_WHAT THE EXERCISE ASKS_:
Repeat each entry below exactly as it stands.

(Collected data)
————————

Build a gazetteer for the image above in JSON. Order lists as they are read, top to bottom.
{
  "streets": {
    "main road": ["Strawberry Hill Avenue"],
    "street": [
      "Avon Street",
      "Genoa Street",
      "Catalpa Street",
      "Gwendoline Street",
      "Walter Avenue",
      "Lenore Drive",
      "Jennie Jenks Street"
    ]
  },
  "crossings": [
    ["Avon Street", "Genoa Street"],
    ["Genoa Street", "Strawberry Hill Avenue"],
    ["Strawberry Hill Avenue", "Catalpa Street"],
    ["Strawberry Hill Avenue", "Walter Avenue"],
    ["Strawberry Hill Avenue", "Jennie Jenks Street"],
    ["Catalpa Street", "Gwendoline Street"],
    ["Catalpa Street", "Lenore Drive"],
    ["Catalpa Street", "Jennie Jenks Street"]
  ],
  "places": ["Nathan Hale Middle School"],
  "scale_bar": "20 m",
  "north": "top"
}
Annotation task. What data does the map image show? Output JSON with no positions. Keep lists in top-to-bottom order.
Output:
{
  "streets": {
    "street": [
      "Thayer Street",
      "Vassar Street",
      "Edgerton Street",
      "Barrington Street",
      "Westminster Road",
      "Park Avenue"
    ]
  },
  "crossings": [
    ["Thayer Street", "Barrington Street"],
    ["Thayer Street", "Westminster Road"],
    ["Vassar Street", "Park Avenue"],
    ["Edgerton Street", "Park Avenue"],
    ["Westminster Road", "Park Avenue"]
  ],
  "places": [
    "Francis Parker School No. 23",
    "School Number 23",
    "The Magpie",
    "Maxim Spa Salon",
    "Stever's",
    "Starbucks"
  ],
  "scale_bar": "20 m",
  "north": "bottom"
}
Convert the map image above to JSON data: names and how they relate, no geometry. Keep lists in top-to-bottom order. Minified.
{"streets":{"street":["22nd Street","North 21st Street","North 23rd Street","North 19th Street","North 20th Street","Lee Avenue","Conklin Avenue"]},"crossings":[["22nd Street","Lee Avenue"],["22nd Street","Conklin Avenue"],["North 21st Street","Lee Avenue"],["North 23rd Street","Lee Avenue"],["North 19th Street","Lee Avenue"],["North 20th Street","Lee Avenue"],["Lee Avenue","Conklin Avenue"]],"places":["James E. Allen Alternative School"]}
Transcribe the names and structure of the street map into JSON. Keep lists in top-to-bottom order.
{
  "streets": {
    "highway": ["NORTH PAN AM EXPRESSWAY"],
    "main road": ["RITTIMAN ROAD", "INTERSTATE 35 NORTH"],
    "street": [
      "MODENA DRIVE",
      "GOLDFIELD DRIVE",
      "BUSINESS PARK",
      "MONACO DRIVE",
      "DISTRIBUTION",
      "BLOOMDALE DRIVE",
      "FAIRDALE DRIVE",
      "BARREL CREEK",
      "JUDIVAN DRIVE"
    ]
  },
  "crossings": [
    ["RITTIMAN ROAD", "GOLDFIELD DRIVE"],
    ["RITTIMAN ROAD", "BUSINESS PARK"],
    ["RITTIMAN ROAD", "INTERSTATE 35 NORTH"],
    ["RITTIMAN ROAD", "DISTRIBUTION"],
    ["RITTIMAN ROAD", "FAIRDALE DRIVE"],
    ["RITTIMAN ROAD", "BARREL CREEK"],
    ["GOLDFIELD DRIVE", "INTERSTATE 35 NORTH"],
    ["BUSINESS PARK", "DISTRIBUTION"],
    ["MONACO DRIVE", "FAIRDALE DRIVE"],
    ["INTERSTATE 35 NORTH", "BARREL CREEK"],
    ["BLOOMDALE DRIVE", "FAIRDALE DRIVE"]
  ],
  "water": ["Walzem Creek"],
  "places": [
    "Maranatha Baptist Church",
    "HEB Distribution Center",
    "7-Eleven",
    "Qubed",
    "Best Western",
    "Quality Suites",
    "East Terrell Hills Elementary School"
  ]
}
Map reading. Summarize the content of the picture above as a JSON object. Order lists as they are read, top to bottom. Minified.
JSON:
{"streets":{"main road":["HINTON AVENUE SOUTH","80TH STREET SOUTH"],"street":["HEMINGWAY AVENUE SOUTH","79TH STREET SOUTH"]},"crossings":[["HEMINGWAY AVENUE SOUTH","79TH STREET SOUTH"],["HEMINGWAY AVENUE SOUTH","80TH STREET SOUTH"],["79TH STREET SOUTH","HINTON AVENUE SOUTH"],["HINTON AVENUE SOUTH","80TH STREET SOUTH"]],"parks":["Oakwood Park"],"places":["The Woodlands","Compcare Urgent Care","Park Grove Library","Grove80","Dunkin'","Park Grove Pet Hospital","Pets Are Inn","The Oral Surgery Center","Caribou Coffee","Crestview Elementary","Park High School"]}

————————

_RESPONSE BELOW_:
Build a gazetteer for the image above in JSON. Order lists as they are read, top to bottom.
{
  "streets": {
    "main road": ["Strawberry Hill Avenue"],
    "street": [
      "Avon Street",
      "Genoa Street",
      "Catalpa Street",
      "Gwendoline Street",
      "Walter Avenue",
      "Lenore Drive",
      "Jennie Jenks Street"
    ]
  },
  "crossings": [
    ["Avon Street", "Genoa Street"],
    ["Genoa Street", "Strawberry Hill Avenue"],
    ["Strawberry Hill Avenue", "Catalpa Street"],
    ["Strawberry Hill Avenue", "Walter Avenue"],
    ["Strawberry Hill Avenue", "Jennie Jenks Street"],
    ["Catalpa Street", "Gwendoline Street"],
    ["Catalpa Street", "Lenore Drive"],
    ["Catalpa Street", "Jennie Jenks Street"]
  ],
  "places": ["Nathan Hale Middle School"],
  "scale_bar": "20 m",
  "north": "top"
}
Annotation task. What data does the map image show? Output JSON with no positions. Keep lists in top-to-bottom order.
Output:
{
  "streets": {
    "street": [
      "Thayer Street",
      "Vassar Street",
      "Edgerton Street",
      "Barrington Street",
      "Westminster Road",
      "Park Avenue"
    ]
  },
  "crossings": [
    ["Thayer Street", "Barrington Street"],
    ["Thayer Street", "Westminster Road"],
    ["Vassar Street", "Park Avenue"],
    ["Edgerton Street", "Park Avenue"],
    ["Westminster Road", "Park Avenue"]
  ],
  "places": [
    "Francis Parker School No. 23",
    "School Number 23",
    "The Magpie",
    "Maxim Spa Salon",
    "Stever's",
    "Starbucks"
  ],
  "scale_bar": "20 m",
  "north": "bottom"
}
Convert the map image above to JSON data: names and how they relate, no geometry. Keep lists in top-to-bottom order. Minified.
{"streets":{"street":["22nd Street","North 21st Street","North 23rd Street","North 19th Street","North 20th Street","Lee Avenue","Conklin Avenue"]},"crossings":[["22nd Street","Lee Avenue"],["22nd Street","Conklin Avenue"],["North 21st Street","Lee Avenue"],["North 23rd Street","Lee Avenue"],["North 19th Street","Lee Avenue"],["North 20th Street","Lee Avenue"],["Lee Avenue","Conklin Avenue"]],"places":["James E. Allen Alternative School"]}
Transcribe the names and structure of the street map into JSON. Keep lists in top-to-bottom order.
{
  "streets": {
    "highway": ["NORTH PAN AM EXPRESSWAY"],
    "main road": ["RITTIMAN ROAD", "INTERSTATE 35 NORTH"],
    "street": [
      "MODENA DRIVE",
      "GOLDFIELD DRIVE",
      "BUSINESS PARK",
      "MONACO DRIVE",
      "DISTRIBUTION",
      "BLOOMDALE DRIVE",
      "FAIRDALE DRIVE",
      "BARREL CREEK",
      "JUDIVAN DRIVE"
    ]
  },
  "crossings": [
    ["RITTIMAN ROAD", "GOLDFIELD DRIVE"],
    ["RITTIMAN ROAD", "BUSINESS PARK"],
    ["RITTIMAN ROAD", "INTERSTATE 35 NORTH"],
    ["RITTIMAN ROAD", "DISTRIBUTION"],
    ["RITTIMAN ROAD", "FAIRDALE DRIVE"],
    ["RITTIMAN ROAD", "BARREL CREEK"],
    ["GOLDFIELD DRIVE", "INTERSTATE 35 NORTH"],
    ["BUSINESS PARK", "DISTRIBUTION"],
    ["MONACO DRIVE", "FAIRDALE DRIVE"],
    ["INTERSTATE 35 NORTH", "BARREL CREEK"],
    ["BLOOMDALE DRIVE", "FAIRDALE DRIVE"]
  ],
  "water": ["Walzem Creek"],
  "places": [
    "Maranatha Baptist Church",
    "HEB Distribution Center",
    "7-Eleven",
    "Qubed",
    "Best Western",
    "Quality Suites",
    "East Terrell Hills Elementary School"
  ]
}
Map reading. Summarize the content of the picture above as a JSON object. Order lists as they are read, top to bottom. Minified.
JSON:
{"streets":{"main road":["HINTON AVENUE SOUTH","80TH STREET SOUTH"],"street":["HEMINGWAY AVENUE SOUTH","79TH STREET SOUTH"]},"crossings":[["HEMINGWAY AVENUE SOUTH","79TH STREET SOUTH"],["HEMINGWAY AVENUE SOUTH","80TH STREET SOUTH"],["79TH STREET SOUTH","HINTON AVENUE SOUTH"],["HINTON AVENUE SOUTH","80TH STREET SOUTH"]],"parks":["Oakwood Park"],"places":["The Woodlands","Compcare Urgent Care","Park Grove Library","Grove80","Dunkin'","Park Grove Pet Hospital","Pets Are Inn","The Oral Surgery Center","Caribou Coffee","Crestview Elementary","Park High School"]}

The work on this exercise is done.